SUPPLIED ENTRIES:
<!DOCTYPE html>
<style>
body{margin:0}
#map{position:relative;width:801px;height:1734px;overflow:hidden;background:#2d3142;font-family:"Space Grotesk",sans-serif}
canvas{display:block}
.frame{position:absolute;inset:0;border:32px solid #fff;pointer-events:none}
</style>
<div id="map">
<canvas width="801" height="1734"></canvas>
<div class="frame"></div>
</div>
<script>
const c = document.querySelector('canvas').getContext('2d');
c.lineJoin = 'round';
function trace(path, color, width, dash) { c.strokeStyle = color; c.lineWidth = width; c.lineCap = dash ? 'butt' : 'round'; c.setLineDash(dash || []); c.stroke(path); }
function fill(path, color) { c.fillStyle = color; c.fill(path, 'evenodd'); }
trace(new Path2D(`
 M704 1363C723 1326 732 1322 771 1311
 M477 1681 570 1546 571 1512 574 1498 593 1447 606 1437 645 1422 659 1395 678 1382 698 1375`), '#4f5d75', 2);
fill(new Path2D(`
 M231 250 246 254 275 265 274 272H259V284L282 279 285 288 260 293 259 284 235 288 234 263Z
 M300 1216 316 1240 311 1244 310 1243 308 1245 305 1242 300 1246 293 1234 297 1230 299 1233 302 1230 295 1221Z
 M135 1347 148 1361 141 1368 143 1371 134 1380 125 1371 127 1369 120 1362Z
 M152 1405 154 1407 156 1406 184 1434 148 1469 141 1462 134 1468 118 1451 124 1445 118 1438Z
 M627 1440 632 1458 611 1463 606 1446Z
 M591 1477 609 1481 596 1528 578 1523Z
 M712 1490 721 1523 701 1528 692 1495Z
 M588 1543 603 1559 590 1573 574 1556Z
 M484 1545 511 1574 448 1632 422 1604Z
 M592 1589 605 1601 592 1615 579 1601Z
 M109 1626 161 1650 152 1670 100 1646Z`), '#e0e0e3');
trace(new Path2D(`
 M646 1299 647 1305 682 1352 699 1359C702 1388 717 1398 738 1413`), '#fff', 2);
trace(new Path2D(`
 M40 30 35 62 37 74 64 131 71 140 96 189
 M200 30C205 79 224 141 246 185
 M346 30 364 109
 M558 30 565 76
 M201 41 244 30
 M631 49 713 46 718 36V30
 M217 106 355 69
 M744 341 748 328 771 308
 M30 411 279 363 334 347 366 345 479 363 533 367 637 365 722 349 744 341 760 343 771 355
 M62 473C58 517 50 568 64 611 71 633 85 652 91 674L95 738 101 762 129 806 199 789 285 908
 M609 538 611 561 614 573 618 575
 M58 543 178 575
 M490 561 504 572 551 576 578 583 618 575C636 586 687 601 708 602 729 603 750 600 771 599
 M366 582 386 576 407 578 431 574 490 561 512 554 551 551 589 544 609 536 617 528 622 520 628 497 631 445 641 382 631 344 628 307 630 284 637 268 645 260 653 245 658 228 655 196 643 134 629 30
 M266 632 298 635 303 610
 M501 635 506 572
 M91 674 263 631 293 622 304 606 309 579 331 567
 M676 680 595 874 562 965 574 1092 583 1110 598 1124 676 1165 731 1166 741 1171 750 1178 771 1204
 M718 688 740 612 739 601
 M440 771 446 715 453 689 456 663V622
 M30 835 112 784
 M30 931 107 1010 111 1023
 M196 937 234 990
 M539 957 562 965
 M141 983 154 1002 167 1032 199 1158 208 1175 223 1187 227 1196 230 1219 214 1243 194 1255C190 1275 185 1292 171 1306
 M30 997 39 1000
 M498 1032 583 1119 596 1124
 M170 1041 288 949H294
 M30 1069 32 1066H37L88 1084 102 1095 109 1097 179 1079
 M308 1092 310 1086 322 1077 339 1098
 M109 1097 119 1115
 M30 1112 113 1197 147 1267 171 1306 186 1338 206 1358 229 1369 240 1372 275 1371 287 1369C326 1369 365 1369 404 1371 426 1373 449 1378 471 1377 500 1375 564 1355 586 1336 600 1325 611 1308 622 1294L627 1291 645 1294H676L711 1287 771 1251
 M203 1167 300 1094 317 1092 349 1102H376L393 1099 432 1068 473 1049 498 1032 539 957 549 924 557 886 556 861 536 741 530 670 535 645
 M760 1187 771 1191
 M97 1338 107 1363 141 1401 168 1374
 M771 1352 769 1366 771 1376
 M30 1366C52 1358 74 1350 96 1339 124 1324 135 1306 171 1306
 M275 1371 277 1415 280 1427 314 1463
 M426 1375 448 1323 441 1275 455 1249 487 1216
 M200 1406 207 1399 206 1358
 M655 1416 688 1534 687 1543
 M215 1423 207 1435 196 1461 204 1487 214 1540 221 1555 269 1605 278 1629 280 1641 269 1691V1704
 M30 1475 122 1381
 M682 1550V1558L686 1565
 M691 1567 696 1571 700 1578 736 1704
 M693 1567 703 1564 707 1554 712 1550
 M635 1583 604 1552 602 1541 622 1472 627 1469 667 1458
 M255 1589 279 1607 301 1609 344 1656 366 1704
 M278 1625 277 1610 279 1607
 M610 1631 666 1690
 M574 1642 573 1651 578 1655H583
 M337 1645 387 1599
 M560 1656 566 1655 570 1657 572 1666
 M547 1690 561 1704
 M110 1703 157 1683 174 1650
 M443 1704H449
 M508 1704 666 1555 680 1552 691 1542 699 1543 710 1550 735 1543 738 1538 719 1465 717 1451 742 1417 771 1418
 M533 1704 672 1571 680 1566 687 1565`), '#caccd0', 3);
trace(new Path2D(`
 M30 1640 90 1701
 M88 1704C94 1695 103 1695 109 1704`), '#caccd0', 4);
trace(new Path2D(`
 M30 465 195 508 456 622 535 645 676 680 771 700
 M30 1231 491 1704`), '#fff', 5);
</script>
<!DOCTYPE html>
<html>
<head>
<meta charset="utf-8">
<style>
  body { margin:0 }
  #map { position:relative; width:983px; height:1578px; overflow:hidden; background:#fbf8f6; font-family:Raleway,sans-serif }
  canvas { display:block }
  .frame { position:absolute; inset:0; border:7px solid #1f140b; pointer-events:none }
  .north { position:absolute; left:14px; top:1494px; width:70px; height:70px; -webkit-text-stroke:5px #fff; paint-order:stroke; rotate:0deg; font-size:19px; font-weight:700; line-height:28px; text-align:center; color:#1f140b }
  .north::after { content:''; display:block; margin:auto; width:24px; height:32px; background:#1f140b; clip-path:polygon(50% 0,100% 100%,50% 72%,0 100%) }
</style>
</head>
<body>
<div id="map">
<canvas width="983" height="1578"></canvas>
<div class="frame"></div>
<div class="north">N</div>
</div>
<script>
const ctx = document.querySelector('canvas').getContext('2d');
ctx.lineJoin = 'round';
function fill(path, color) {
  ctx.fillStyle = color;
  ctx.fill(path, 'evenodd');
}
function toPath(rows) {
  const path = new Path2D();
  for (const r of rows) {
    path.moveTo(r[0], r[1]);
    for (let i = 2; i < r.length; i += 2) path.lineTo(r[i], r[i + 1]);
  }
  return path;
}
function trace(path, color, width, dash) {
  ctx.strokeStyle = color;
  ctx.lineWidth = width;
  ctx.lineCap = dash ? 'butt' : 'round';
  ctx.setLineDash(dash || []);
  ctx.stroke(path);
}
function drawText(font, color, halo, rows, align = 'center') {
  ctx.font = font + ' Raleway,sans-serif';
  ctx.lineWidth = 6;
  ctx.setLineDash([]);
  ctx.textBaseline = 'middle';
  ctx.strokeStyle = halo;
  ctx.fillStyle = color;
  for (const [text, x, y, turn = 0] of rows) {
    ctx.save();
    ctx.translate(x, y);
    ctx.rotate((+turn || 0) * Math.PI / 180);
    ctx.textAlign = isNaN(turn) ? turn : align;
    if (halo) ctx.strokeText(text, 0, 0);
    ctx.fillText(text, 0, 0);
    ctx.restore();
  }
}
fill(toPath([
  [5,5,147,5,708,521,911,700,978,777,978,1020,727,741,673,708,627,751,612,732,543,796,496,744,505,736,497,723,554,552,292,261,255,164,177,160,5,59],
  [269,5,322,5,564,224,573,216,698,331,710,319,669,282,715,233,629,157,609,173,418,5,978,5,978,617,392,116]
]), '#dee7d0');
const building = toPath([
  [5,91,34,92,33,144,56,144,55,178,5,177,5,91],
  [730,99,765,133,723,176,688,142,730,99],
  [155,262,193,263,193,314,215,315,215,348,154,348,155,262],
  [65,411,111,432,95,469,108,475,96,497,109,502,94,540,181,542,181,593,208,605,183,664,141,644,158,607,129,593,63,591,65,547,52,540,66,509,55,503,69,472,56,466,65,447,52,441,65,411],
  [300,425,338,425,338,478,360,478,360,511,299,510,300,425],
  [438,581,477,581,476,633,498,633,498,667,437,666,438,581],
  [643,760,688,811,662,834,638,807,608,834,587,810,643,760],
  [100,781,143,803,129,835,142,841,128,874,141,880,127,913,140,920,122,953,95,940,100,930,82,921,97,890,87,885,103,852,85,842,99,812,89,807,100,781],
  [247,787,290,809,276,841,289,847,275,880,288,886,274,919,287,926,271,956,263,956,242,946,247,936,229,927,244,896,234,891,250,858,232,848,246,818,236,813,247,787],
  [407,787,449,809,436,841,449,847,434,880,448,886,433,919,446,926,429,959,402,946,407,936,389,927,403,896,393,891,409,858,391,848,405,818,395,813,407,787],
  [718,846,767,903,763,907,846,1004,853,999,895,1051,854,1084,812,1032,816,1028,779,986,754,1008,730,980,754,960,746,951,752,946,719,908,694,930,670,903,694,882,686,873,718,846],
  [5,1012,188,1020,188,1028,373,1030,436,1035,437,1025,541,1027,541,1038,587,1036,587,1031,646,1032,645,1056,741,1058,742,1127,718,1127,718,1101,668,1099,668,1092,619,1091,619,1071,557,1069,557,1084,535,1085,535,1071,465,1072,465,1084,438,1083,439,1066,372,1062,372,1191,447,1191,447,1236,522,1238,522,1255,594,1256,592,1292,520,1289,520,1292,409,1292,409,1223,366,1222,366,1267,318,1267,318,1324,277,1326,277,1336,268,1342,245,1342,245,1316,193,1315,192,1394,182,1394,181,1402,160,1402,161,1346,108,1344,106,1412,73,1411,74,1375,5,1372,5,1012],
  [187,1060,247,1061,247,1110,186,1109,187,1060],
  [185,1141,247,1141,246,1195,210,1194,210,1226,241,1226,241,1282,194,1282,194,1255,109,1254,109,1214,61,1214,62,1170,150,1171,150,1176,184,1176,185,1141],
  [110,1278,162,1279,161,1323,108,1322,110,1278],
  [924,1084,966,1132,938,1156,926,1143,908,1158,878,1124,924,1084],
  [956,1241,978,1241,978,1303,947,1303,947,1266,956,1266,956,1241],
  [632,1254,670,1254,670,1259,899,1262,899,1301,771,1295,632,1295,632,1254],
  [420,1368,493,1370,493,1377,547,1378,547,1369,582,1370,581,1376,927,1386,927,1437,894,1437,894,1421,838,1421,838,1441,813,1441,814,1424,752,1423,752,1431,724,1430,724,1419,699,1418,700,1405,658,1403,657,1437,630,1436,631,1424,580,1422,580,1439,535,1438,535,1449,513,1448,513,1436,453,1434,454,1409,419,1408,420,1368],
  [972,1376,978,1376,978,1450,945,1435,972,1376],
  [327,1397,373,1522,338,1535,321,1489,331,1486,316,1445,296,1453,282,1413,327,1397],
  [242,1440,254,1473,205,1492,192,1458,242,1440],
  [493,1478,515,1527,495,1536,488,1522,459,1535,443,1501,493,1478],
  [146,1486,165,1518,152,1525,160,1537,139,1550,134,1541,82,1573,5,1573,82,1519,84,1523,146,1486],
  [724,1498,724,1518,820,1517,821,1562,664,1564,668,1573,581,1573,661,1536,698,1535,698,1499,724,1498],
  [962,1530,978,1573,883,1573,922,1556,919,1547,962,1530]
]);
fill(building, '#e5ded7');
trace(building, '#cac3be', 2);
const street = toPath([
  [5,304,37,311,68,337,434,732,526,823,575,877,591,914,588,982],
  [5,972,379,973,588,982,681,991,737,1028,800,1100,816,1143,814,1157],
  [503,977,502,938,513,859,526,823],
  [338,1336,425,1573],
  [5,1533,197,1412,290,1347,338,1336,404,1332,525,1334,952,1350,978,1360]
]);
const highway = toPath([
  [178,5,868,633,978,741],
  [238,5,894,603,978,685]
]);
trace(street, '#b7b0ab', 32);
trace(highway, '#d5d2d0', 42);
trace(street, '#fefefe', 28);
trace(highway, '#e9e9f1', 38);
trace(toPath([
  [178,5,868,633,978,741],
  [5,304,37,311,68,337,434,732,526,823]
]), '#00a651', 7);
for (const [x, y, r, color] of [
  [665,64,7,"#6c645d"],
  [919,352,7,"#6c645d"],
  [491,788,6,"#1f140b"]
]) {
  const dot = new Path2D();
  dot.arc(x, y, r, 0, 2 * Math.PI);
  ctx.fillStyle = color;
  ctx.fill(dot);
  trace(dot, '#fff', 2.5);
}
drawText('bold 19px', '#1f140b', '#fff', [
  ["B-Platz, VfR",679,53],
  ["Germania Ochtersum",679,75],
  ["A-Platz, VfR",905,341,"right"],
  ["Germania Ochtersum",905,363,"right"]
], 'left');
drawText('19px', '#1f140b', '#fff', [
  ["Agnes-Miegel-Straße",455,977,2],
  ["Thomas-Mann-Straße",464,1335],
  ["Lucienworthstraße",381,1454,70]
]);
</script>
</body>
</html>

YOUR GOAL: Copy each line of the data that contains the word "butt", leaving the other lines out.

EXERCISE RESULT:
function trace(path, color, width, dash) { c.strokeStyle = color; c.lineWidth = width; c.lineCap = dash ? 'butt' : 'round'; c.setLineDash(dash || []); c.stroke(path); }
  ctx.lineCap = dash ? 'butt' : 'round';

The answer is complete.